» Available data:
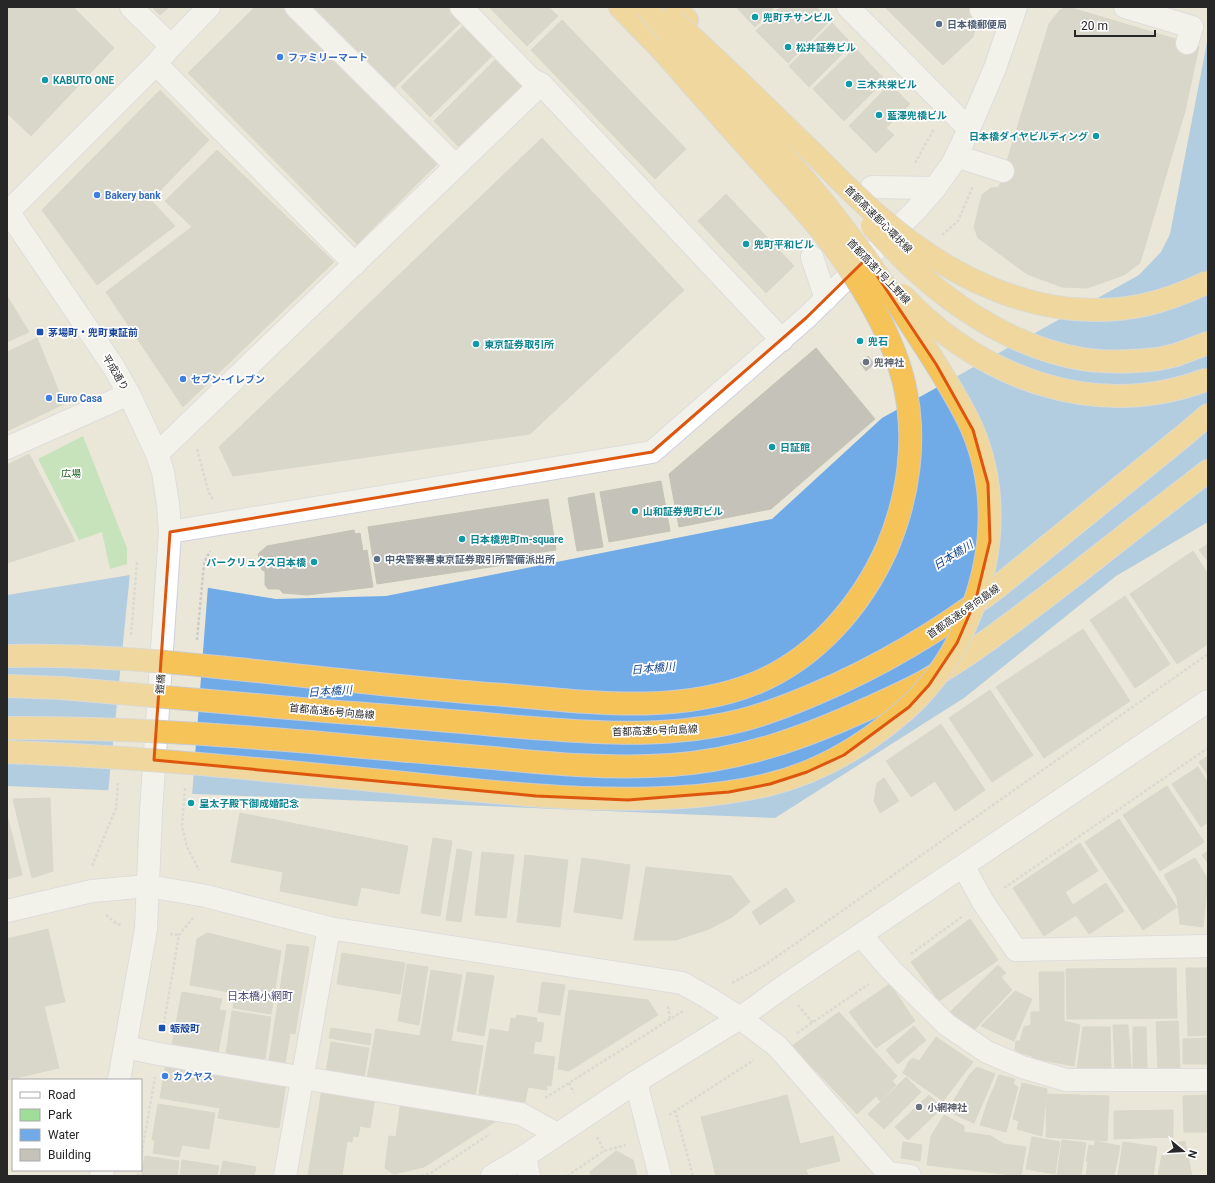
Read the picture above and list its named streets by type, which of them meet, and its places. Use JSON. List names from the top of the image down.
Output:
{
  "streets": {
    "highway": ["首都高速都心環状線", "首都高速1号上野線", "首都高速6号向島線"],
    "street": ["平成通り", "鎧橋"]
  },
  "crossings": [
    ["平成通り", "鎧橋"]
  ],
  "districts": ["日本橋小網町"],
  "water": ["日本橋川"],
  "parks": ["広場"],
  "places": {
    "other": [
      "兜町チサンビル",
      "日本橋郵便局",
      "松井証券ビル",
      "ファミリーマート",
      "KABUTO ONE",
      "三木共栄ビル",
      "藍澤兜橋ビル",
      "日本橋ダイヤビルディング",
      "Bakery bank",
      "兜町平和ビル",
      "兜石",
      "東京証券取引所",
      "兜神社",
      "セブン-イレブン",
      "Euro Casa",
      "日証館",
      "山和証券兜町ビル",
      "日本橋兜町m-square",
      "中央警察署東京証券取引所警備派出所",
      "パークリュクス日本橋",
      "皇太子殿下御成婚記念",
      "カクヤス",
      "小網神社"
    ],
    "transit": ["茅場町・兜町東証前", "蛎殻町"]
  },
  "legend": [
    "Road",
    "Park",
    "Water",
    "Building"
  ],
  "scale_bar": "20 m",
  "north": "right"
}
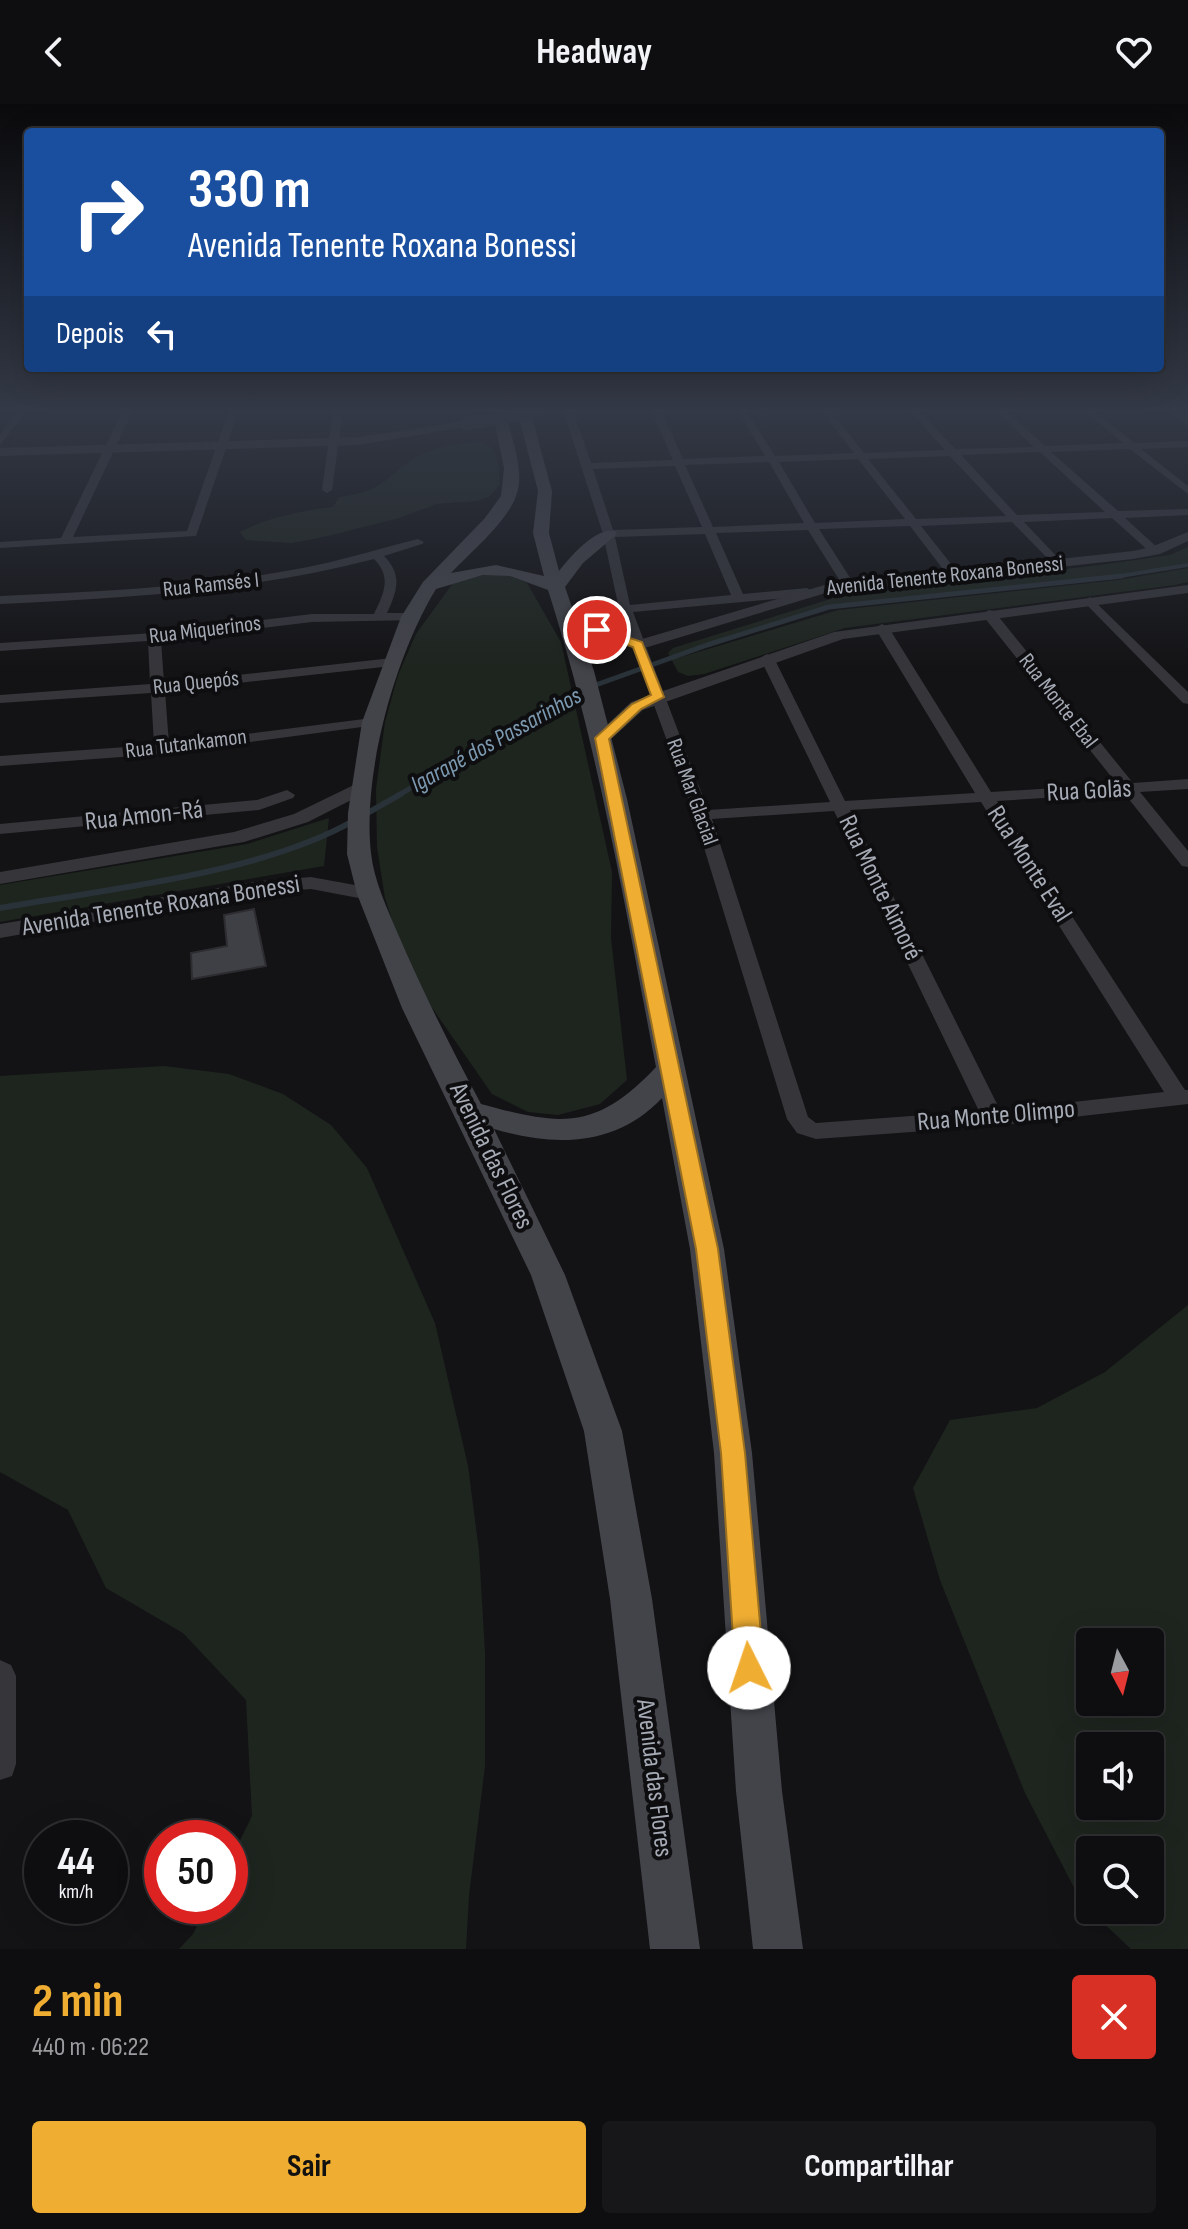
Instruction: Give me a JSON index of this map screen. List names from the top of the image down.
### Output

» Problem to solve:
Each line from the one that contains "Instruction: Give me" through the end of the records must be repeated exactly. No other line belongs in the answer.

» Solution:
Instruction: Give me a JSON index of this map screen. List names from the top of the image down.
### Output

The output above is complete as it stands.